Unpoint intéressant serait de connaître l'étymologie de l'expression anglaise de ''mami wata'' qu'on traduit habituellement par '' mère des eaux'' et ''déesse de la mer'', mais pourquoi ce composé venant de l'anglais?

Écrit par : Laurent TCHANG | 17/12/2012

Je pense que ce personnage mythique porte une dénomination d'origine anglaise du fait que, à leur arrivée en Afrique occidentale, c'est dans la région du Calabar que les premiers Anglais ont débarqué. Les soutanes bénites ont dû déployer leur zèle pour interroger les habitants sur leurs croyances religieuses, ce qui a conduit ces habitants à leur parler de leurs folklore, et notamment des esprits sacrés qui évoluent dans les parages aqueux dont la région calabari abonde.

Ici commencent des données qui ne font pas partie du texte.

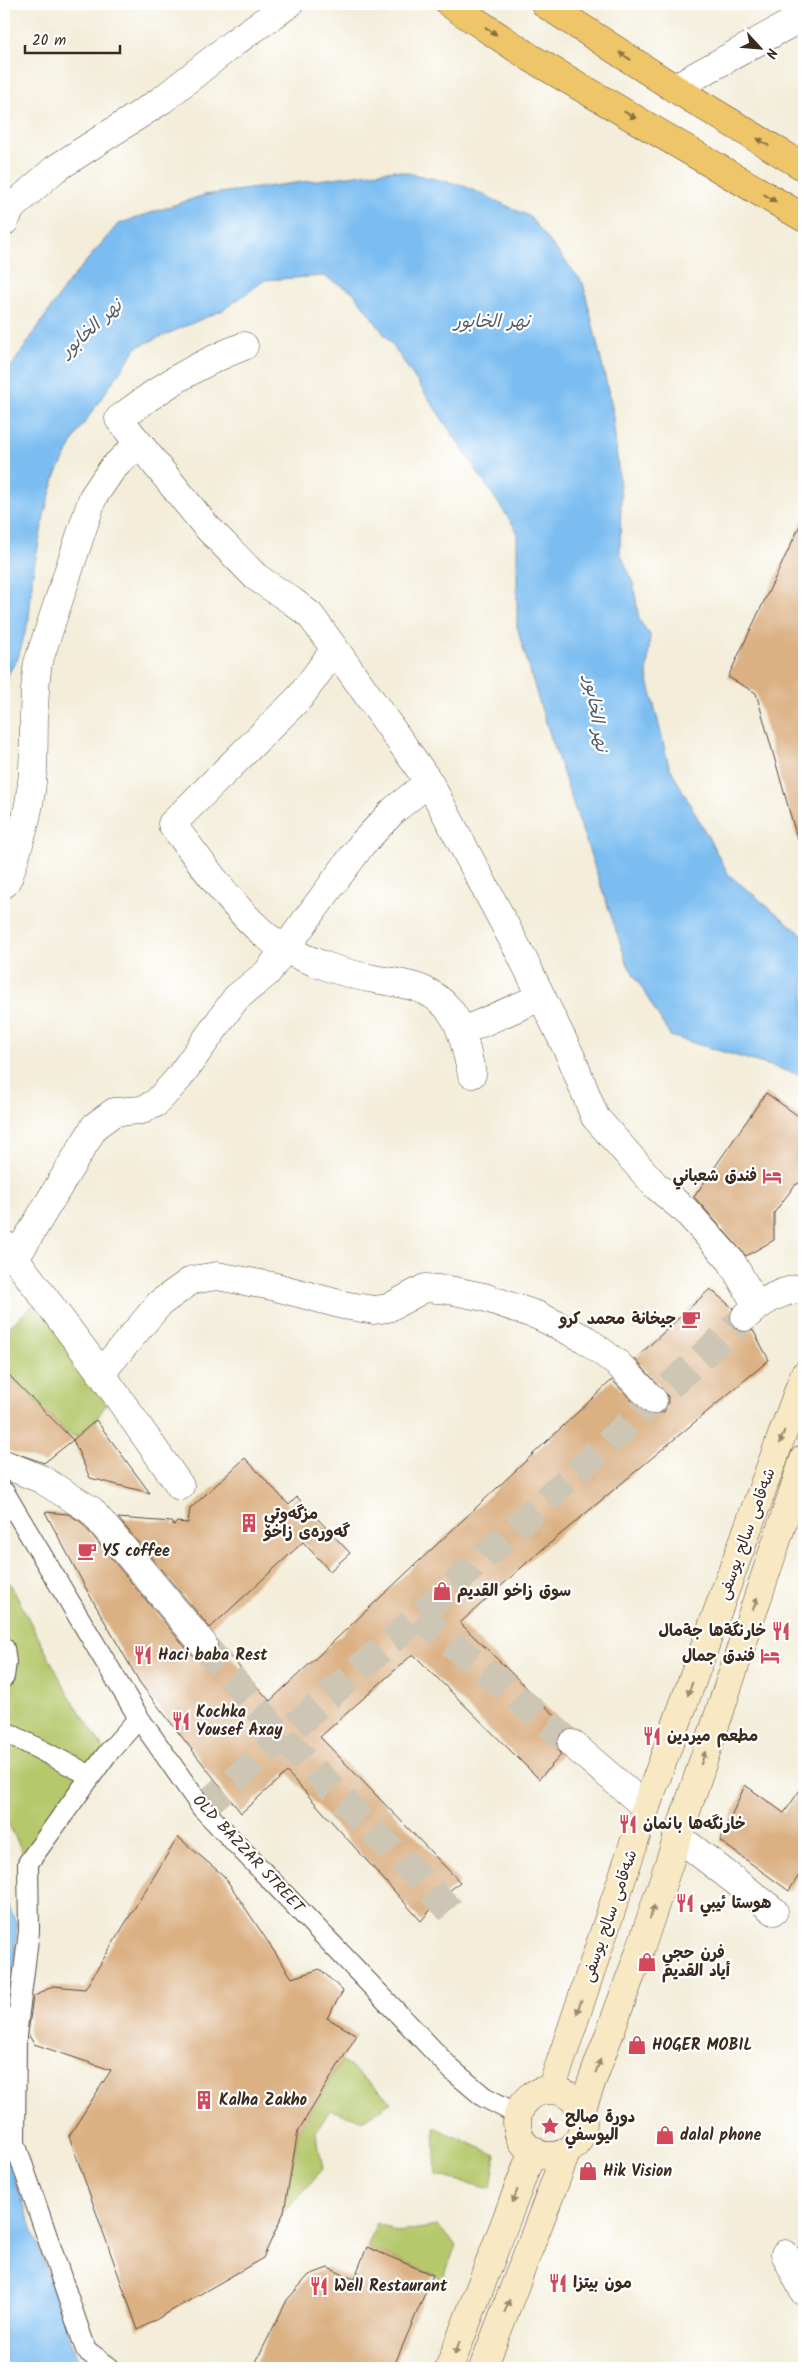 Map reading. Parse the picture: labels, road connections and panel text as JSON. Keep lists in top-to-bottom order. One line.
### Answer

Les habitants ont dû fabriquer le composé mami watal à l'aide de'anglais très approximatif qu'ils possédaient pour essayer de désigner la déesse Ogbuide du lac Oguta, au pays igbo. (Voir l'excellent compte-rendu de Françoise Ugochukwu sur l'ouvrage traitant de ce sujet.) Quant au composé pidgin english des deux mots ''mère'' d'un côté et de ''eaux''de l'autre, il dit bien ce qu'il veut dire.